Because of the shared characteristics found in a series of HIV-1 bnAb, the researchers suspected that the inability or delay in the ability to make these protective antibodies against HIV was due to the immune system suppressing the production of The antibodies to prevent the body from creating auto- antibodies that could cause autoimmune diseases such as systemic lupus erythematosus.

At the same time, patients with lupus showed slower rates of HIV-1 infection. Scientists believe it is because these autoimmune patients produce self-reactive antibodies that recognize and neutralize HIV-1.

The process by which the body prevents the creation of antibodies that can cause autoimmune disease is known as immune tolerance.

Torres wanted to break that tolerance and stimulate the production of antibodies that could neutralize HIV-1.

“We wanted to see if people could make a protective response to HIV-1 without the normal restriction imposed by the immune system to prevent autoimmunity,” Torres said.

Researchers first tested mice with genetic defects that caused lupus-like symptoms. They found that many of them produced antibodies that could neutralize HIV-1 after being injected with alum, a chemical that promotes the secretion of antibodies and is often used in vaccinations.

They then treated normal mice with a drug that damages immune tolerance and found that they started producing antibodies capable of neutralizing HIV-1. The production of these antibodies was increased by alum injections. And if the mice were also injected with the HIV Env-1 protein, they produced potent highly neutralizing antibodies capable of neutralizing a range of HIV-1 strains.

In all cases, the production of these HIV-neutralizing antibodies correlated with levels of an autoreactive antibody that recognizes a chromosomal protein called histone H2A. The researchers confirmed that these antibodies could neutralize HIV-1.
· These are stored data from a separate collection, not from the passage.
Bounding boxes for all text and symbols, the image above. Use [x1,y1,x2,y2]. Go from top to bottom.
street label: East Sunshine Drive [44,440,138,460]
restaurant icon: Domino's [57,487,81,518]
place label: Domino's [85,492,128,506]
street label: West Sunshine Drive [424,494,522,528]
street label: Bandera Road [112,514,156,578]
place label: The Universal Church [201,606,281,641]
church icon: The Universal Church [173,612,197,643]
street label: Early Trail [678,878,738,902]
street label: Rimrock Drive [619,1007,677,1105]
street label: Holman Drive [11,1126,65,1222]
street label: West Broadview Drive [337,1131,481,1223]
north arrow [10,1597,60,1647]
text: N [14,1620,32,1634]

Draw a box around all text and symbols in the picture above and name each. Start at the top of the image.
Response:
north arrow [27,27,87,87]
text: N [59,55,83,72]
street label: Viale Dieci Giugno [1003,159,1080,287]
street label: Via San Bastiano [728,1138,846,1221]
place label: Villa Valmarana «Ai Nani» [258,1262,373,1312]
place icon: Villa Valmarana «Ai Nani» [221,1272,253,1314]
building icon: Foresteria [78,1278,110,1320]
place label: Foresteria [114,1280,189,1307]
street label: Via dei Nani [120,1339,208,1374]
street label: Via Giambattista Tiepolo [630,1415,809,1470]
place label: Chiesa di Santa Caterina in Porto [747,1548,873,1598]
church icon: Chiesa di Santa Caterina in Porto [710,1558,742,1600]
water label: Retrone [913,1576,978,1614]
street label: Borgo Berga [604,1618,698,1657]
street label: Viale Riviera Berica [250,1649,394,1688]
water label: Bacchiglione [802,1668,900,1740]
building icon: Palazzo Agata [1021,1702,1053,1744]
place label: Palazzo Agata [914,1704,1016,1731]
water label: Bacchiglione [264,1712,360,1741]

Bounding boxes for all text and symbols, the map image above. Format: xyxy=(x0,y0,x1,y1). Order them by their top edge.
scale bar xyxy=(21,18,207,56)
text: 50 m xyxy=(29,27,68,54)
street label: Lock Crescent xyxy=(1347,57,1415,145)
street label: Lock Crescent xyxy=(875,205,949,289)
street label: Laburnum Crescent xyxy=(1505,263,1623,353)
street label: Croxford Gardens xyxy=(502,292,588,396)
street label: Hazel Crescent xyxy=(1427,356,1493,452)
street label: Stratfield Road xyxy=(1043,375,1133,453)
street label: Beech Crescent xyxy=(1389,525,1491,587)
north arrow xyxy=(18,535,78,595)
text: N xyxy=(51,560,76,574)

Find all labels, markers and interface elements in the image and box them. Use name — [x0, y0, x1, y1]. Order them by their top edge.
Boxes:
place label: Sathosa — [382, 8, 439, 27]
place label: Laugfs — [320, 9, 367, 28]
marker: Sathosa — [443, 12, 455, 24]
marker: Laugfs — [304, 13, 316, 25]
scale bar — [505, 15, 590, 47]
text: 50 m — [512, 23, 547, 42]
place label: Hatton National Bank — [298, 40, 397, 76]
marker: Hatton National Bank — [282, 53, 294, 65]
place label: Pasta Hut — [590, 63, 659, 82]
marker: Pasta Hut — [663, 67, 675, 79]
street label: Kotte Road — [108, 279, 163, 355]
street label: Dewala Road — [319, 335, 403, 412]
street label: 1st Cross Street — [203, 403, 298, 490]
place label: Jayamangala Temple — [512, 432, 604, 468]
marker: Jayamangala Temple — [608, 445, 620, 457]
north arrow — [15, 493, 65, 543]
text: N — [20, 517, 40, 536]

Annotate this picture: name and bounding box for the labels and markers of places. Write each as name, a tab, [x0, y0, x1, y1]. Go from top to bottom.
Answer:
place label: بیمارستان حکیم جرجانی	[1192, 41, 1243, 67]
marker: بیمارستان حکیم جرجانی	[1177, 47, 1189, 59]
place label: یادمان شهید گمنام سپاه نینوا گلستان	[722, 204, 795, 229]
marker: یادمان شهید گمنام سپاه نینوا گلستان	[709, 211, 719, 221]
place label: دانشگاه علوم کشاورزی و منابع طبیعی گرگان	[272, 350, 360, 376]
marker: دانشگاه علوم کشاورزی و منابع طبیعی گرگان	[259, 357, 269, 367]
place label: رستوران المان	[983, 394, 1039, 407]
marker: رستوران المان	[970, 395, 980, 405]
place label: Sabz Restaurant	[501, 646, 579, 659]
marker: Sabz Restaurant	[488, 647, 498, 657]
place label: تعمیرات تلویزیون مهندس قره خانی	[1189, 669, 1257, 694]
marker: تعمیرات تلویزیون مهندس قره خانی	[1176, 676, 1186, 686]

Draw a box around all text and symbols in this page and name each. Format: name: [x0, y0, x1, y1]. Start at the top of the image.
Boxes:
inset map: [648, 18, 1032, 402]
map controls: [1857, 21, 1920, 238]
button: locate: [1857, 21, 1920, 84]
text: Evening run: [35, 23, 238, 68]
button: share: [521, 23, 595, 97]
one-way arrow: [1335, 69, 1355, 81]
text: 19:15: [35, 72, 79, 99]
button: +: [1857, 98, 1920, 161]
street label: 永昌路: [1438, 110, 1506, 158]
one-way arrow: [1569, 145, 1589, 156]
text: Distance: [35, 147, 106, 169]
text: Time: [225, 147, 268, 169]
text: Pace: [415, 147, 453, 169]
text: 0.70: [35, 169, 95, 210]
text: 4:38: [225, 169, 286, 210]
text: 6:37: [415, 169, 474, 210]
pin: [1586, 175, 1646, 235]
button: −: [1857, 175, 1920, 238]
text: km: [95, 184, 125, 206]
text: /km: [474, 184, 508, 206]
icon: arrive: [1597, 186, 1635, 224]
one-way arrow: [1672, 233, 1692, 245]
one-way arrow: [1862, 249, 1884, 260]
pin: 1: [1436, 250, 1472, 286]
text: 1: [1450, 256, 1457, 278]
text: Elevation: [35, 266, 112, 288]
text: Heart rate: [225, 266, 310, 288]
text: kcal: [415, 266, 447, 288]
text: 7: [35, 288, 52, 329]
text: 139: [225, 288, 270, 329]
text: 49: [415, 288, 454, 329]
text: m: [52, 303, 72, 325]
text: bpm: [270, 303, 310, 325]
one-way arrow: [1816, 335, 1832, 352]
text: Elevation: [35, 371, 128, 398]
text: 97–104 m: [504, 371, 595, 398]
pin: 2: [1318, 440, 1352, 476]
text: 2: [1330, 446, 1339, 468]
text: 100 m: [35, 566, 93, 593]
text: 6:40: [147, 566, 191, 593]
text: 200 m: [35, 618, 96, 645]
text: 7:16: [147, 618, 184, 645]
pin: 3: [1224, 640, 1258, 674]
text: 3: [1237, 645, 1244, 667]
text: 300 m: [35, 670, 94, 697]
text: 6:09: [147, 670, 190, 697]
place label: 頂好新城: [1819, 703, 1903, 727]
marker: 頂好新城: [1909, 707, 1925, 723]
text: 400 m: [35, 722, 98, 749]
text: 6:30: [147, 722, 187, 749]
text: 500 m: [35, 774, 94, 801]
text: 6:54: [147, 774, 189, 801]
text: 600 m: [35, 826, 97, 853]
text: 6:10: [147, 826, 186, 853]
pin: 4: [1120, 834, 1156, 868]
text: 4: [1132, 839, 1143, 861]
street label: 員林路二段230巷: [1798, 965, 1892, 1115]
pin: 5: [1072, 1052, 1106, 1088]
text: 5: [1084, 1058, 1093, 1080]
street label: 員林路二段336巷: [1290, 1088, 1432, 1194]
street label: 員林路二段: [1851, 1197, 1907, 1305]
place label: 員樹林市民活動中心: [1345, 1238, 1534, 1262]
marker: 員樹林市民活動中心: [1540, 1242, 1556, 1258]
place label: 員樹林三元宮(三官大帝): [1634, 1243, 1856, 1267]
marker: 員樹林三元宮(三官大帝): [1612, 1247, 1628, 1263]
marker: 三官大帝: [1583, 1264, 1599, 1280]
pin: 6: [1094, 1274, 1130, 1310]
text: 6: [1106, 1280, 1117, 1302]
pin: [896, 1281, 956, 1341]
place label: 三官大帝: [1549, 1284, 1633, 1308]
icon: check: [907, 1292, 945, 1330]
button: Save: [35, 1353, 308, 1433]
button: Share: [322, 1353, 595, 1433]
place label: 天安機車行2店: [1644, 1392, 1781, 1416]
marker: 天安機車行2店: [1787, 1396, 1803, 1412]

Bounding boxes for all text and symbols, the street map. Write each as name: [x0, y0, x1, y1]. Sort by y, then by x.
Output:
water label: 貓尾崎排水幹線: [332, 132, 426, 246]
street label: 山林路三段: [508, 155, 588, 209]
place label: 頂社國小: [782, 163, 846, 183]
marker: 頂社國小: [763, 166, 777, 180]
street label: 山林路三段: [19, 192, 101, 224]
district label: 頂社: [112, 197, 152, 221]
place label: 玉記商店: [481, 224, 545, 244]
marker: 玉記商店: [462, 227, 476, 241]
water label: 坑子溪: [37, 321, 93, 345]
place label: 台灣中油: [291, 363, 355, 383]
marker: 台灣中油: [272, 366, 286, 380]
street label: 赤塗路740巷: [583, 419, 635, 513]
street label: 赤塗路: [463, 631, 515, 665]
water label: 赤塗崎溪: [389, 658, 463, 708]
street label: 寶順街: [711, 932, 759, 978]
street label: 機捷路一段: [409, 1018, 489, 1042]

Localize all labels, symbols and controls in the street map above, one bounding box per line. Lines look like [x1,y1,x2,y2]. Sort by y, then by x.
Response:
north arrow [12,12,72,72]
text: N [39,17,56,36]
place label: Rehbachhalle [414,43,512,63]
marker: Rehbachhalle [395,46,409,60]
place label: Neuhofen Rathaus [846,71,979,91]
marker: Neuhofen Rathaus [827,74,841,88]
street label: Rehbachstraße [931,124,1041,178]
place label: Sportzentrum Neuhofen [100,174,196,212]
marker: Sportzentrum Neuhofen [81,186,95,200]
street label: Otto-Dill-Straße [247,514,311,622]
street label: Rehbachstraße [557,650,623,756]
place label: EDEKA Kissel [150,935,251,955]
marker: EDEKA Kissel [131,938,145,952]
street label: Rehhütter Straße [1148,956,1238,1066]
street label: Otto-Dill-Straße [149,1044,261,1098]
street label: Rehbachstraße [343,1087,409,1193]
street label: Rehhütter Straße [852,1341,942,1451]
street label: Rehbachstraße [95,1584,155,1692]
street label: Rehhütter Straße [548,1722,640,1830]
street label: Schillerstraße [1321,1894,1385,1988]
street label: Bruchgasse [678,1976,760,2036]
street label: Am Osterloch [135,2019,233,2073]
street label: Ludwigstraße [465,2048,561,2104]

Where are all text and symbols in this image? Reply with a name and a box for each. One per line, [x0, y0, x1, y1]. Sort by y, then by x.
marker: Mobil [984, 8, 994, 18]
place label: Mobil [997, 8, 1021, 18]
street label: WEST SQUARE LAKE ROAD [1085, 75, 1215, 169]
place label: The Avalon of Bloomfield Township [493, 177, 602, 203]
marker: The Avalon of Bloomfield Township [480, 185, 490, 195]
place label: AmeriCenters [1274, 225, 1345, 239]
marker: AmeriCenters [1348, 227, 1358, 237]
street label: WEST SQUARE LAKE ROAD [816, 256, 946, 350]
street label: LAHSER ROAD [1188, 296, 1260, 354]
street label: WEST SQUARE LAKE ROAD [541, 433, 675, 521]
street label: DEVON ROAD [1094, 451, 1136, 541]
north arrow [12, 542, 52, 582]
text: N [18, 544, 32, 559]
“We believe this may reflect an example of molecular mimicry where the virus has evolved to mimic or look like a self-protein,” Torres said.

Torres suggested that the difficulty in developing an HIV-1 vaccine may be due to the ability of the virus to camouflage itself as a normal part of the body.

“But breaking the peripheral immune tolerance allows the production of cross-reactive antibodies capable of neutralizing HIV-1,” Torres said.

Since the research was done on animals, scientists have yet to determine its relevance to the immunity of HIV-1 in humans.

“The primary consideration will be to determine whether immunological tolerance can be temporarily relaxed without leading to detrimental autoimmune manifestations and as a means to possibly provoke HIV-1 bnAbs with vaccination,” he said.

The study is published in The Journal of Experimental Medicine.